- **Your goal**:
Your answer should be the lines of the data below that contain "north".

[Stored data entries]
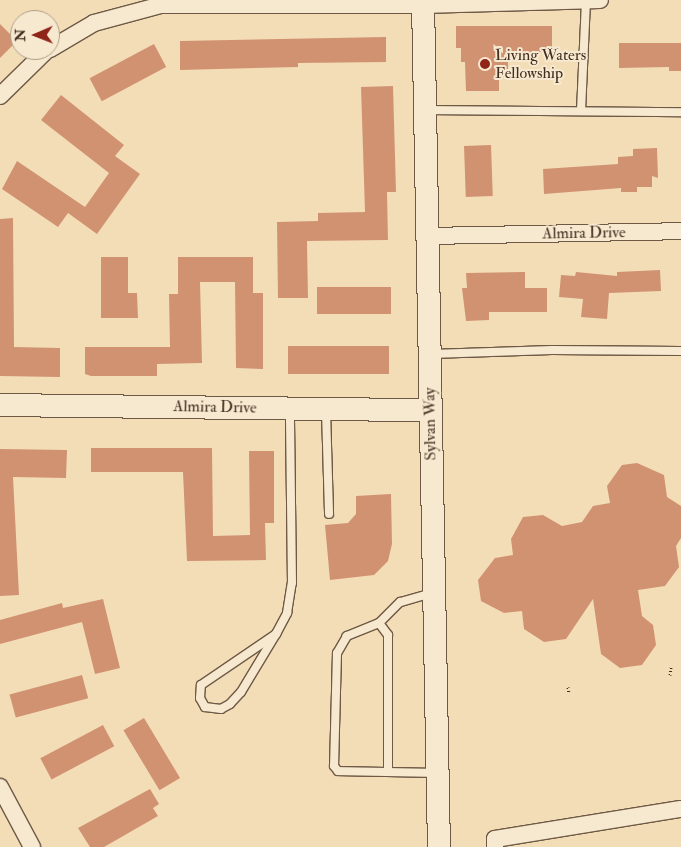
<!DOCTYPE html>
<style>
body{margin:0}
#map{position:relative;width:681px;height:847px;overflow:hidden;background:#f3ddb7;font-family:"IM FELL Double Pica",serif}
div>[style]{position:absolute}
.building>*{inset:0;background:#d19272;transform-origin:0 0}
.path>*{height:3px;margin-top:-1.5px;transform-origin:0;background:repeating-linear-gradient(90deg,#422d1f 0 1px,transparent 0 3.5px)}
.roads{filter:drop-shadow(1px 0 #6e5945) drop-shadow(-1px 0 #6e5945) drop-shadow(0 1px #6e5945) drop-shadow(0 -1px #6e5945)}
.lane>*{height:8px;margin:-4px;padding:0 4px;transform-origin:4px;border-radius:4px;background:#f7e9d0}
.street>*{height:16px;margin:-8px;padding:0 8px;transform-origin:8px;border-radius:8px;background:#f7e9d0}
.secondary>*{height:22px;margin:-11px;padding:0 11px;transform-origin:11px;border-radius:11px;background:#f7e9d0}
.dots>*{width:14px;height:14px;translate:-50% -50%;box-sizing:border-box;border:2px solid #f7e9d0;border-radius:50%}
span{translate:-50% -50%;white-space:nowrap;text-align:center;line-height:1.15;-webkit-text-stroke:4px #f7e9d0;paint-order:stroke}
.poi-label{font-size:16px;color:#422d1f}
.left{translate:0 -50%;text-align:left}
.street-label{font-size:16px;color:#422d1f}
.north{position:absolute;left:10px;top:10px;width:50px;height:50px;box-sizing:border-box;background:#f7e9d0;border:1px solid #af9e89;border-radius:50%;rotate:269deg;font-size:14px;font-weight:700;line-height:20px;text-align:center;color:#422d1f}
.north::after{content:'';display:block;margin:auto;width:18px;height:22px;background:#8f2418;clip-path:polygon(50% 0,100% 100%,50% 72%,0 100%)}
</style>
<div id="map">
<div class="building">
<div style="clip-path:polygon(0 24px,17px 41px,0 58px)"></div>
<div style="clip-path:polygon(456px 26px,552px 26px,552px 52px,508px 52px,508px 77px,499px 77px,499px 91px,466px 91px,465px 62px,461px 62px,461px 48px,456px 48px)"></div>
<div style="clip-path:polygon(386px 37px,386px 62px,298px 63px,298px 67px,180px 70px,180px 41px)"></div>
<div style="clip-path:polygon(619px 43px,681px 43px,681px 71px,669px 71px,669px 67px,619px 68px)"></div>
<div style="left:154px;top:44px;width:26px;height:73px;rotate:62deg"></div>
<div style="clip-path:polygon(393px 86px,396px 192px,387px 192px,388px 240px,307px 241px,308px 298px,278px 298px,277px 222px,318px 221px,318px 213px,365px 212px,361px 87px)"></div>
<div style="clip-path:polygon(61px 95px,124px 145px,115px 156px,140px 174px,97px 234px,68px 213px,58px 227px,2px 189px,17px 161px,85px 207px,109px 173px,41px 120px)"></div>
<div style="left:491px;top:145px;width:51px;height:27px;rotate:88deg"></div>
<div style="clip-path:polygon(657px 148px,658px 178px,652px 176px,652px 187px,637px 187px,637px 192px,621px 192px,621px 188px,544px 194px,543px 169px,618px 164px,618px 157px,633px 156px,633px 149px)"></div>
<div style="clip-path:polygon(13px 218px,14px 347px,60px 348px,60px 377px,0 376px,0 219px)"></div>
<div style="clip-path:polygon(101px 257px,128px 257px,128px 293px,137px 293px,138px 318px,101px 318px)"></div>
<div style="clip-path:polygon(178px 257px,253px 257px,253px 293px,263px 293px,263px 369px,236px 368px,235px 282px,200px 282px,202px 363px,157px 364px,157px 376px,91px 376px,85px 374px,85px 347px,170px 347px,169px 294px,178px 294px)"></div>
<div style="clip-path:polygon(660px 270px,661px 291px,609px 293px,607px 319px,581px 317px,583px 299px,559px 297px,561px 275px,575px 276px,576px 272px,617px 276px,617px 272px)"></div>
<div style="clip-path:polygon(525px 272px,525px 288px,547px 288px,547px 312px,489px 312px,489px 320px,466px 321px,462px 288px,467px 288px,466px 273px)"></div>
<div style="left:317px;top:287px;width:74px;height:27px"></div>
<div style="left:389px;top:346px;width:28px;height:101px;rotate:90deg"></div>
<div style="clip-path:polygon(91px 448px,212px 448px,213px 536px,250px 535px,249px 451px,274px 451px,274px 523px,265px 523px,266px 560px,187px 561px,183px 472px,91px 472px)"></div>
<div style="clip-path:polygon(0 449px,67px 450px,66px 478px,13px 477px,19px 595px,0 596px)"></div>
<div style="clip-path:polygon(637px 463px,664px 475px,667px 497px,681px 506px,681px 538px,676px 546px,679px 567px,665px 586px,638px 590px,642px 616px,653px 625px,656px 645px,642px 665px,620px 668px,601px 654px,593px 599px,566px 639px,544px 642px,524px 629px,522px 611px,504px 613px,481px 601px,478px 580px,495px 558px,513px 555px,511px 539px,523px 517px,543px 515px,562px 526px,582px 522px,593px 506px,610px 503px,607px 486px,622px 465px)"></div>
<div style="clip-path:polygon(391px 494px,392px 544px,388px 561px,374px 575px,330px 580px,325px 525px,348px 523px,356px 514px,356px 496px)"></div>
<div style="clip-path:polygon(103px 599px,120px 668px,95px 674px,82px 622px,0 644px,0 620px,62px 603px,63px 608px)"></div>
<div style="left:82px;top:675px;width:24px;height:75px;rotate:75deg"></div>
<div style="left:144px;top:718px;width:70px;height:24px;rotate:59deg"></div>
<div style="left:103px;top:725px;width:24px;height:71px;rotate:62deg"></div>
<div style="clip-path:polygon(150px 789px,159px 804px,153px 808px,158px 816px,104px 847px,90px 847px,78px 828px)"></div>
</div>
<div class="path">
<div style="left:670px;top:675px;width:8px;rotate:-83deg"></div>
<div style="left:568px;top:687px;width:6px;rotate:81deg"></div>
</div>
<div class="roads">
<div class="lane">
<div style="left:428px;top:110px;width:253px;rotate:0.5deg"></div>
<div style="left:581px;top:111px;width:111px;rotate:-87.4deg"></div>
<div style="left:431px;top:354px;width:121px;rotate:-1.9deg"></div>
<div style="left:552px;top:350px;width:129px;rotate:0.4deg"></div>
<div style="left:326px;top:411px;width:103px;rotate:88.3deg"></div>
<div style="left:432px;top:593px;width:33px;rotate:164deg"></div>
<div style="left:400px;top:602px;width:30px;rotate:135deg"></div>
<div style="left:379px;top:623px;width:35px;rotate:158deg"></div>
<div style="left:347px;top:636px;width:20px;rotate:120deg"></div>
<div style="left:337px;top:653px;width:113px;rotate:91.5deg"></div>
<div style="left:334px;top:766px;width:6px;rotate:51deg"></div>
<div style="left:338px;top:771px;width:97px;rotate:1.2deg"></div>
<div style="left:379px;top:623px;width:15px;rotate:53deg"></div>
<div style="left:388px;top:635px;width:137px;rotate:90deg"></div>
<div style="left:276px;top:634px;width:68px;rotate:121.1deg"></div>
<div style="left:241px;top:692px;width:16px;rotate:133deg"></div>
<div style="left:230px;top:704px;width:10px;rotate:151deg"></div>
<div style="left:221px;top:709px;width:16px;rotate:-173deg"></div>
<div style="left:205px;top:707px;width:10px;rotate:-119deg"></div>
<div style="left:200px;top:698px;width:13px;rotate:-86deg"></div>
<div style="left:201px;top:685px;width:91px;rotate:-34.2deg"></div>
<div style="left:276px;top:634px;width:24px;rotate:-62deg"></div>
<div style="left:287px;top:613px;width:30px;rotate:-81deg"></div>
<div style="left:292px;top:583px;width:173px;rotate:-90.7deg"></div>
</div>
<div class="street">
<div style="left:50px;top:49px;width:51px;rotate:-30.6deg"></div>
<div style="left:94px;top:23px;width:69px;rotate:-15deg"></div>
<div style="left:161px;top:5px;width:262px"></div>
<div style="left:423px;top:5px;width:177px;rotate:-1.6deg"></div>
<div style="left:0;top:96px;width:66px;rotate:-44.4deg"></div>
<div style="left:428px;top:236px;width:253px;rotate:-1.1deg"></div>
<div style="left:0;top:787px;width:68px;rotate:61.9deg"></div>
<div style="left:495px;top:847px;width:8px;rotate:-90deg"></div>
<div style="left:495px;top:839px;width:188px;rotate:-9.2deg"></div>
</div>
<div class="secondary">
<div style="left:423px;top:0;width:847px;rotate:88.92deg"></div>
<div style="left:0;top:405px;width:430px;rotate:0.7deg"></div>
</div>
</div>
<div class="dots">
<div style="left:485px;top:64px;background:#8f2418"></div>
</div>
<div class="poi-label">
<span class="left" style="left:495px;top:64px">Living Waters<br>Fellowship</span>
</div>
<div class="street-label">
<span style="left:584px;top:233px;rotate:-1deg">Almira Drive</span>
<span style="left:215px;top:407px;rotate:1deg">Almira Drive</span>
<span style="left:430px;top:424px;rotate:-91deg">Sylvan Way</span>
</div>
<div class="north">N</div>
</div>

- **Solution to this problem**:
.north{position:absolute;left:10px;top:10px;width:50px;height:50px;box-sizing:border-box;background:#f7e9d0;border:1px solid #af9e89;border-radius:50%;rotate:269deg;font-size:14px;font-weight:700;line-height:20px;text-align:center;color:#422d1f}
.north::after{content:'';display:block;margin:auto;width:18px;height:22px;background:#8f2418;clip-path:polygon(50% 0,100% 100%,50% 72%,0 100%)}
<div class="north">N</div>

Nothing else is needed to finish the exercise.